* _EXERCISE GOAL_
Copy out all lines from the entries below in which "body" occurs.

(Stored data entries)

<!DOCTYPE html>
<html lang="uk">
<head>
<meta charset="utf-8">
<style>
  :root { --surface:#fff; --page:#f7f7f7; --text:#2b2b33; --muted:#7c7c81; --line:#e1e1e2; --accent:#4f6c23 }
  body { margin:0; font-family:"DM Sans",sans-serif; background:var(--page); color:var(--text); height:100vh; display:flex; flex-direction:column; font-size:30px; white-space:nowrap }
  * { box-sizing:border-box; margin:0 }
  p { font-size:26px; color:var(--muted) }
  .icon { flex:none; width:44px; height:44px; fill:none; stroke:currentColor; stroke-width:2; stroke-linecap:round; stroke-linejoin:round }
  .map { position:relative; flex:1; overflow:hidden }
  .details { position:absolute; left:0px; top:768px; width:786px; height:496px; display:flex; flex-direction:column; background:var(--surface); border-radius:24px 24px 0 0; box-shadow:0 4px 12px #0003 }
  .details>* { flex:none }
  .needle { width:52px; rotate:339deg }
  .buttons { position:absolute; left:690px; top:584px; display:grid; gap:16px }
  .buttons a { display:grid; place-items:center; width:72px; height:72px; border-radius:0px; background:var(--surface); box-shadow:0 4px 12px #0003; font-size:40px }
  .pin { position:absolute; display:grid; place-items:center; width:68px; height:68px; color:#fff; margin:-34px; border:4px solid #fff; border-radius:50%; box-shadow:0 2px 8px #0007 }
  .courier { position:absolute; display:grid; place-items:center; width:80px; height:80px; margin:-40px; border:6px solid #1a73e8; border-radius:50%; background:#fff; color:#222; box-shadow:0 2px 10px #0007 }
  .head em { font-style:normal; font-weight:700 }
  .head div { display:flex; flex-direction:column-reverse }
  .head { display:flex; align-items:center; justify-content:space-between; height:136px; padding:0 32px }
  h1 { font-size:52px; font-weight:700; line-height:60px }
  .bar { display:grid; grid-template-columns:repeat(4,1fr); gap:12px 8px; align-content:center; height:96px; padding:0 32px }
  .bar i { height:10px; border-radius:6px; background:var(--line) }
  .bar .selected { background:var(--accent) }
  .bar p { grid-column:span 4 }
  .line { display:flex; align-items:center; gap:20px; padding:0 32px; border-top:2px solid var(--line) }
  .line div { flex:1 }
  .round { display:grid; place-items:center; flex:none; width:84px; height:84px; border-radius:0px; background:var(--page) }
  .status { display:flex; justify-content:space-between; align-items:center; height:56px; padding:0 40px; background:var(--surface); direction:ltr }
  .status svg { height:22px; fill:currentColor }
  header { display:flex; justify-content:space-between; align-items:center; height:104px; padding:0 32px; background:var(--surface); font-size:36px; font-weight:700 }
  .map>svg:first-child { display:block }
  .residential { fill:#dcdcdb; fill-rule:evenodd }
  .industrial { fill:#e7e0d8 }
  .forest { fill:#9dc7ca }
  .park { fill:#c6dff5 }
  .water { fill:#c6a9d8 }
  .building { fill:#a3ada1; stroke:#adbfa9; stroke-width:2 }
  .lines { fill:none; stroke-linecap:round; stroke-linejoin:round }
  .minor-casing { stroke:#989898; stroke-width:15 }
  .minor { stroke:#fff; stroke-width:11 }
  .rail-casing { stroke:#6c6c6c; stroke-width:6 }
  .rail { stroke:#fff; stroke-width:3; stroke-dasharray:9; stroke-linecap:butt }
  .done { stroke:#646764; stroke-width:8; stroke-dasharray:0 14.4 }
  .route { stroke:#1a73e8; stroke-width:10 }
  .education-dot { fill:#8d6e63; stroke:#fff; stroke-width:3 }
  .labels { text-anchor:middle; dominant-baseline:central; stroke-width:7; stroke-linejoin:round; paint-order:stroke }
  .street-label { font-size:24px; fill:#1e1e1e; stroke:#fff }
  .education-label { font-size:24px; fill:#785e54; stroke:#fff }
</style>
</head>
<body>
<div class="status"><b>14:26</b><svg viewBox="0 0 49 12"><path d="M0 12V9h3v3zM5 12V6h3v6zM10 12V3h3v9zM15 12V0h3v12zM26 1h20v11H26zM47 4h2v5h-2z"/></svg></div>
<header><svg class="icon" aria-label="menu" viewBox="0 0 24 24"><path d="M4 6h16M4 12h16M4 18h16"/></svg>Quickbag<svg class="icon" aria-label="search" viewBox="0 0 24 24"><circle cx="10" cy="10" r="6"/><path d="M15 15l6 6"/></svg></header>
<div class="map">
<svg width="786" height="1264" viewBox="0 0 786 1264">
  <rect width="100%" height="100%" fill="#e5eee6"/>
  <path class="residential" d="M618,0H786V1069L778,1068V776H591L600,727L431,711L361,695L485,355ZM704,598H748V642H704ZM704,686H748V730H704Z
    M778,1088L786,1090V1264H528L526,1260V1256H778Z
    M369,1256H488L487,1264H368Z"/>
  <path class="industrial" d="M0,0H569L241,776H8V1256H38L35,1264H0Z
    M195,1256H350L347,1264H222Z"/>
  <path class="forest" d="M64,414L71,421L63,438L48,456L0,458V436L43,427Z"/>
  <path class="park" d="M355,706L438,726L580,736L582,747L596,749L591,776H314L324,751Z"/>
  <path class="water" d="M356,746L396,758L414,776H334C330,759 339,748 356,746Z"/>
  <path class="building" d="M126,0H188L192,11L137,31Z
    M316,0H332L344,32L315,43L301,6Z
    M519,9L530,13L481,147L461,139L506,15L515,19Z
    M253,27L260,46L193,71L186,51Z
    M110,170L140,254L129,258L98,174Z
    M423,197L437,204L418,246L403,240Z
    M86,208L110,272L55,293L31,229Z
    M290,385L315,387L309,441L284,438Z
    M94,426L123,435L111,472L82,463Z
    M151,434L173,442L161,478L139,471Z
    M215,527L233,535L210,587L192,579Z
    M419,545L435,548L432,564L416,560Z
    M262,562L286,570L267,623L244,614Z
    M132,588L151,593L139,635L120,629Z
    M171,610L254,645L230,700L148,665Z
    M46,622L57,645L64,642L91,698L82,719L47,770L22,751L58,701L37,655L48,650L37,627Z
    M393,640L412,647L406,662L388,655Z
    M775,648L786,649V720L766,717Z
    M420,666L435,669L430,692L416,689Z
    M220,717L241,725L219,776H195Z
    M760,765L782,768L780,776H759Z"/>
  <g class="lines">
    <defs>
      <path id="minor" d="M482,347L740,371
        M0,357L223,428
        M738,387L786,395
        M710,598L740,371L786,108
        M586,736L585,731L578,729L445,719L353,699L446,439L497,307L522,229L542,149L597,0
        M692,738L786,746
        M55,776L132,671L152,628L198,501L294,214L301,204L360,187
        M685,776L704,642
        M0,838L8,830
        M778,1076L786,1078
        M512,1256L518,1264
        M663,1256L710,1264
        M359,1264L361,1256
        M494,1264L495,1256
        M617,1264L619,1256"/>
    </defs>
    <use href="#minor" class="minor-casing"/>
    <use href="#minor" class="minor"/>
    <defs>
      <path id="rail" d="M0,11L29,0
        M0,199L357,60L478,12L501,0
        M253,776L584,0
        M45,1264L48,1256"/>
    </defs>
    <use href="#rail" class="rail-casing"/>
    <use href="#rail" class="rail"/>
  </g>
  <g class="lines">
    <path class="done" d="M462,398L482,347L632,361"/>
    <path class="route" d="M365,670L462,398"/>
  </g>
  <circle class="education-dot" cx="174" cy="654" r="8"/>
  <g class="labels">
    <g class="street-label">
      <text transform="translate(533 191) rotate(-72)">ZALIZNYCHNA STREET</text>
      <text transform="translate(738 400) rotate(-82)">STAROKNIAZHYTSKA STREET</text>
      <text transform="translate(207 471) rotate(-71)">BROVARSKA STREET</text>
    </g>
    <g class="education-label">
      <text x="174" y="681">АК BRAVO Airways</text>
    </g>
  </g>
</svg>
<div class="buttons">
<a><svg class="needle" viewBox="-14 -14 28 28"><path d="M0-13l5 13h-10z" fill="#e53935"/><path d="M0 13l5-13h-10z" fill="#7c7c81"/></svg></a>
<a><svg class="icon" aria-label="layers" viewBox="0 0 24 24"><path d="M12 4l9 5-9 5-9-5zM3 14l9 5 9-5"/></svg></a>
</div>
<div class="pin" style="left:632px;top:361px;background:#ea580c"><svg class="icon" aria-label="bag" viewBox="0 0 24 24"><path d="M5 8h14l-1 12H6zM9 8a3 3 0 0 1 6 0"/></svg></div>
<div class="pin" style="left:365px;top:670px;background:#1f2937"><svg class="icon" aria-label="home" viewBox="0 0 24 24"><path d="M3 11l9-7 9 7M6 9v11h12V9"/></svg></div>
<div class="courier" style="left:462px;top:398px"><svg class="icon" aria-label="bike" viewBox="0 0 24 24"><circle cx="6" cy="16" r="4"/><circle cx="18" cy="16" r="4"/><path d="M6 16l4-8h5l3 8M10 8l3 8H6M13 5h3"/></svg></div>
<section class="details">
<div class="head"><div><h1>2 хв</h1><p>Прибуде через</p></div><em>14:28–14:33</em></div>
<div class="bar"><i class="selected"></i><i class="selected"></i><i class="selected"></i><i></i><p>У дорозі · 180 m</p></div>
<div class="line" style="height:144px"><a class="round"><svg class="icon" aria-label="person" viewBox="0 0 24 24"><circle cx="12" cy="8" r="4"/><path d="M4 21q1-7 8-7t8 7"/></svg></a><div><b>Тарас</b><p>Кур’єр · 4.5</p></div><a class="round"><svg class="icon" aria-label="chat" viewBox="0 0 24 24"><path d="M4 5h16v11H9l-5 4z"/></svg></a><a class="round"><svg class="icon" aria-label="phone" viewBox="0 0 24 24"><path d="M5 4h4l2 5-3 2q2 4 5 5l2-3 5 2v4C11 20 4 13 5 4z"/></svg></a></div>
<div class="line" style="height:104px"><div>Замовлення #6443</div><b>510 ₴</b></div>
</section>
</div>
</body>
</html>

* _RESPONSE FOR THIS EXERCISE_
  body { margin:0; font-family:"DM Sans",sans-serif; background:var(--page); color:var(--text); height:100vh; display:flex; flex-direction:column; font-size:30px; white-space:nowrap }
<body>
</body>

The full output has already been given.